Few children in Split grew up shy. They had to stand up for themselves or they couldn’t survive. So, they grew up suspicious, hostile, and combative. Deelie had gotten much quieter since she began going to the river to seek the silence. Her speech was no longer full of curses and insults, but she was still able to approach anyone boldly.

To be sure, children in Split had to watch what they said to adults, at least to their parents, but all the same, they were not easily intimidated. And now that Deelie was the potter’s apprentice, she was, more often than not, the person they had to deal with if they came to come to buy pots. That gave her some weight, leverage, or whatever you might call it, and she took to it easily and naturally, without the scorn and foul language Splitters were used to, but without backing down, either, so she came to the position of an adult at a young age, even for Split, where the age of majority was definitely younger than in many places in later times.

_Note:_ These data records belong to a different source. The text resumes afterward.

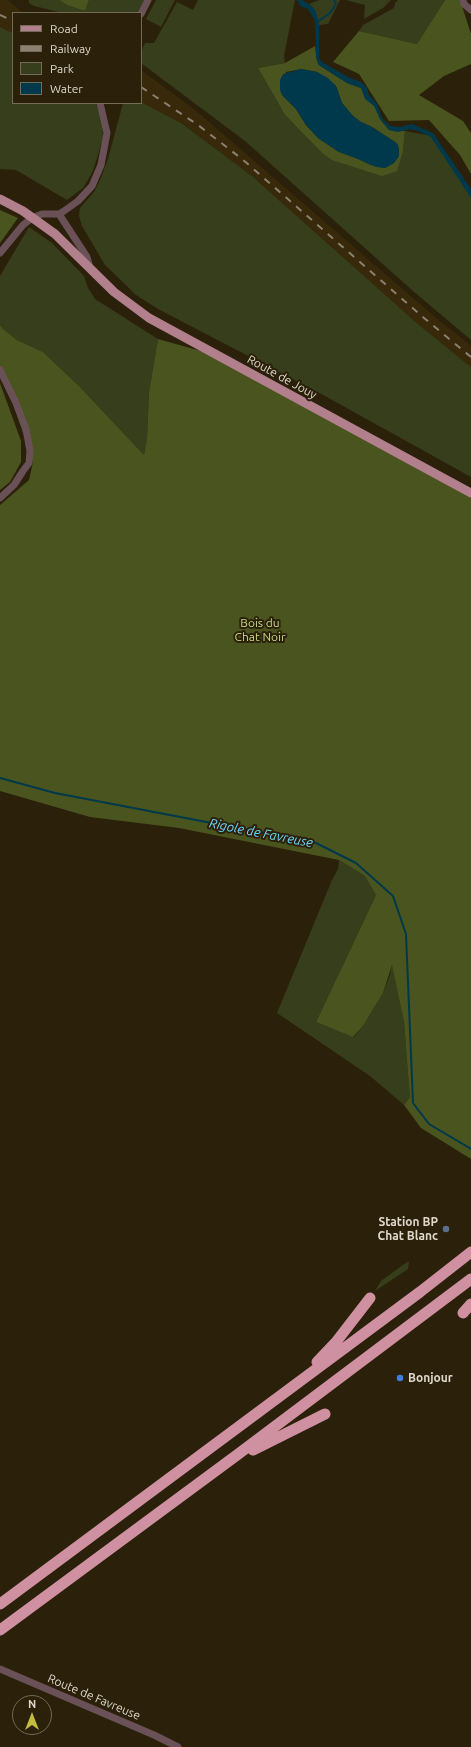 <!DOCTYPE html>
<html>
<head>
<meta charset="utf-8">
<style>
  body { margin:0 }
  #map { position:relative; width:471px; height:1747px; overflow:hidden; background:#2b200a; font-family:Ubuntu,sans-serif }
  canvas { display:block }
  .legend { position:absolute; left:12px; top:12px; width:130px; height:92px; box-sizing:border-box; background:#2b200a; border:1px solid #736a57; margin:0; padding:5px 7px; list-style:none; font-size:12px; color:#dfd8cb }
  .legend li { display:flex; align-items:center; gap:8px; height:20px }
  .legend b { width:20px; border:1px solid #736a57 }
  .north { position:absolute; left:12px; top:1695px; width:40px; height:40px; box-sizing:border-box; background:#2b200a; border:1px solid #736a57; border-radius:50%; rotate:0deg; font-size:11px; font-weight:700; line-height:16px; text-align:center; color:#dfd8cb }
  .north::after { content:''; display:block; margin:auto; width:14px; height:18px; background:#c2bd3f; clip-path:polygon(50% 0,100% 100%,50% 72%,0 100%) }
</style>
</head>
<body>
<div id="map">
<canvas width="471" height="1747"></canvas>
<ul class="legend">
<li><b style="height:5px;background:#b27f8c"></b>Road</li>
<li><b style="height:5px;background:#8a8170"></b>Railway</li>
<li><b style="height:11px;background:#373e1b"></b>Park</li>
<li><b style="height:11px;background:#00394b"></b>Water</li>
</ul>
<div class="north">N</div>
</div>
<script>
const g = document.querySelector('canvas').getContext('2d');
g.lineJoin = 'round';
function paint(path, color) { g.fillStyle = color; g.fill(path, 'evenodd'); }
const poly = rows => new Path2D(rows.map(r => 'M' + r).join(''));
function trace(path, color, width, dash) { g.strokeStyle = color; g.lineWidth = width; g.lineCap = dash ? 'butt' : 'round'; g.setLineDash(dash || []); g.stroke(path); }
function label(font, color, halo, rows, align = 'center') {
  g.font = font + ' Ubuntu,sans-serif'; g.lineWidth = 4; g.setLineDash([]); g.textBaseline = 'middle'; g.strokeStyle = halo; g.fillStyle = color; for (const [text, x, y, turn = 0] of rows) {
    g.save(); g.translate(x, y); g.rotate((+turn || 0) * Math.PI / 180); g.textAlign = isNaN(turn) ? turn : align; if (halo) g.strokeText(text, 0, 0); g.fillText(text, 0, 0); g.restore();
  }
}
const built = poly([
  [0,0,8,0,23,13,13,13,13,33,0,27],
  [141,70,194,109,442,323,471,345,471,367,419,325,252,176,181,123,141,102]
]);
const green = poly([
  [29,0,59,0,67,5,85,11,89,0,145,0,138,13,63,13,34,6,29,3],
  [156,0,175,0,161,27,146,19],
  [198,0,295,0,284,56,285,63,258,68,285,115,322,153,403,151,405,131,432,136,471,196,471,340,413,291,245,141,141,63,141,52,145,43,154,43,177,2,193,10],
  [319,0,340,0,328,24,319,25,315,10,309,4],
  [346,0,391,0,383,8,364,19,365,5],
  [398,0,445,0,417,44,359,31,363,25,394,8,395,3],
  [0,27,13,33,13,103,96,103,102,124,103,137,98,155,92,173,83,188,67,200,16,170,0,169],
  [141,102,181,123,252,176,419,325,471,367,471,477,325,396,158,309,136,295,105,265,82,226,79,216,80,208,94,192,100,180,108,159,123,103],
  [29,227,52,243,84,276,88,288,95,299,158,339,149,392,147,438,144,455,80,387,43,352,17,340,3,329,0,325,0,276],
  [339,860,365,876,376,895,316,1022,354,1037,363,1026,383,993,390,975,392,963,404,1022,408,1074,410,1097,404,1105,370,1076,277,1013,332,880,338,869],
  [407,1262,409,1262,408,1269,375,1291,381,1281]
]);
const forest = poly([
  [59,0,89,0,85,11,67,5],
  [445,0,460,0,471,34,471,64,444,76,419,95,463,121,471,133,471,174,460,155,429,120,389,121,359,74,333,62,359,31,417,44],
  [315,46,317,61,319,65,347,83,361,88,376,108,380,119,389,130,405,131,403,151,397,171,382,176,332,160,322,153,285,115,258,68,285,63],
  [301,69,317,72,336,86,342,103,353,116,361,122,372,127,395,142,398,145,399,152,399,156,394,163,385,168,370,165,358,159,339,152,318,138,306,125,296,109,282,95,286,72],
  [0,210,18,218,0,243],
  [0,325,3,329,17,340,43,352,80,387,144,455,147,438,149,392,158,339,208,353,471,498,471,1159,421,1128,404,1105,410,1097,408,1074,404,1022,392,965,383,993,363,1026,353,1037,316,1022,376,895,365,876,339,860,179,828,90,817,0,791,0,505,29,480,33,462,0,366],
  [0,383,21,441,21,462,10,482,0,490]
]);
const water = poly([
  [297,0,302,0,309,4,315,10,317,16,319,25,319,57,322,62,348,77,361,82,367,88,369,95,377,104,382,118,390,126,400,127,412,124,433,133,471,189,471,198,431,137,418,131,410,129,398,132,389,130,380,119,374,106,365,99,361,88,347,83,319,65,316,58,315,21,308,9,300,6],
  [301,69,317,72,328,78,336,86,342,103,353,116,361,122,372,127,395,142,398,145,399,152,399,156,394,163,385,168,376,167,358,159,339,152,318,138,306,125,296,109,282,95,280,90,280,80,283,74]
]);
const stream = poly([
  [317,22,330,13,336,4,334,0],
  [0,778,55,793,316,843,356,863,393,896,406,934,413,1103,429,1124,471,1149]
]);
const minor = poly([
  [463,0,464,4,471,10],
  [141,14,148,0],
  [59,214,87,257,90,268],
  [0,253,23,225,32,218,42,214,59,214,64,211,78,201,92,186,101,165,107,133,100,103],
  [0,370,16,403,26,429,30,451,29,463,23,471,14,485,0,498],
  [0,1669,154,1735,178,1747]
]);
const major = poly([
  [0,199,23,211,55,234,114,292,149,318,471,493]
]);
const highway = poly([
  [463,1313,471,1304],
  [317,1362,336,1342,370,1298],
  [253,1450,325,1414],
  [0,1604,420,1292,471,1252],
  [0,1630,237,1455,471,1279]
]);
const rail = poly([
  [0,15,13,21],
  [141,87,198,125,242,159,424,318,471,357]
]);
const markers = [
  [446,1229,4,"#5c6f8a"],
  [400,1378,4,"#3f7fe0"]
];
const streetNames = [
  ["Route de Jouy",282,377,29],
  ["Route de Favreuse",94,1697,23]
];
const parkNames = [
  ["Bois du",260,623],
  ["Chat Noir",260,637]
];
const poiNames = [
  ["Station BP",438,1222],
  ["Chat Blanc",438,1236],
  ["Bonjour",408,1378,"left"]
];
const waterNames = [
  ["Rigole de Favreuse",261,833,11]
];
paint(built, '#37290a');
paint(green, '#373e1b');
paint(forest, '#4a541e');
paint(water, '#00394b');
trace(stream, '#00394b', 2);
trace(minor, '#6a5157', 7);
trace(major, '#b27f8c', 9);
trace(highway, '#cf91a1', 11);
trace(rail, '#8a8170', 2, [7, 7]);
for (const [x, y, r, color] of markers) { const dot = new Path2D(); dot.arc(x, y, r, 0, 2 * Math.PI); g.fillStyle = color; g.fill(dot); trace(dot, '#2b200a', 1.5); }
label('12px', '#dfd8cb', '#2b200a', streetNames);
label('12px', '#c7d986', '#2b200a', parkNames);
label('bold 12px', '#dfd8cb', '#2b200a', poiNames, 'right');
label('italic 13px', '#6fd4fa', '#2b200a', waterNames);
</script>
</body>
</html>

One day Aluli told her that her little brother had saved a piece of a dish their mother broke by throwing it at her father, because of Deelie’s design on it. He kept it with some special stones and things in a little drawstring bag and took it out to look at it once in a while. “He says it makes him feel happier to look at this. You should make those on more of your dishes. “ Deelie did that. She liked better to do it that way, and it didn’t take much extra time. The old potter didn’t say anything about it.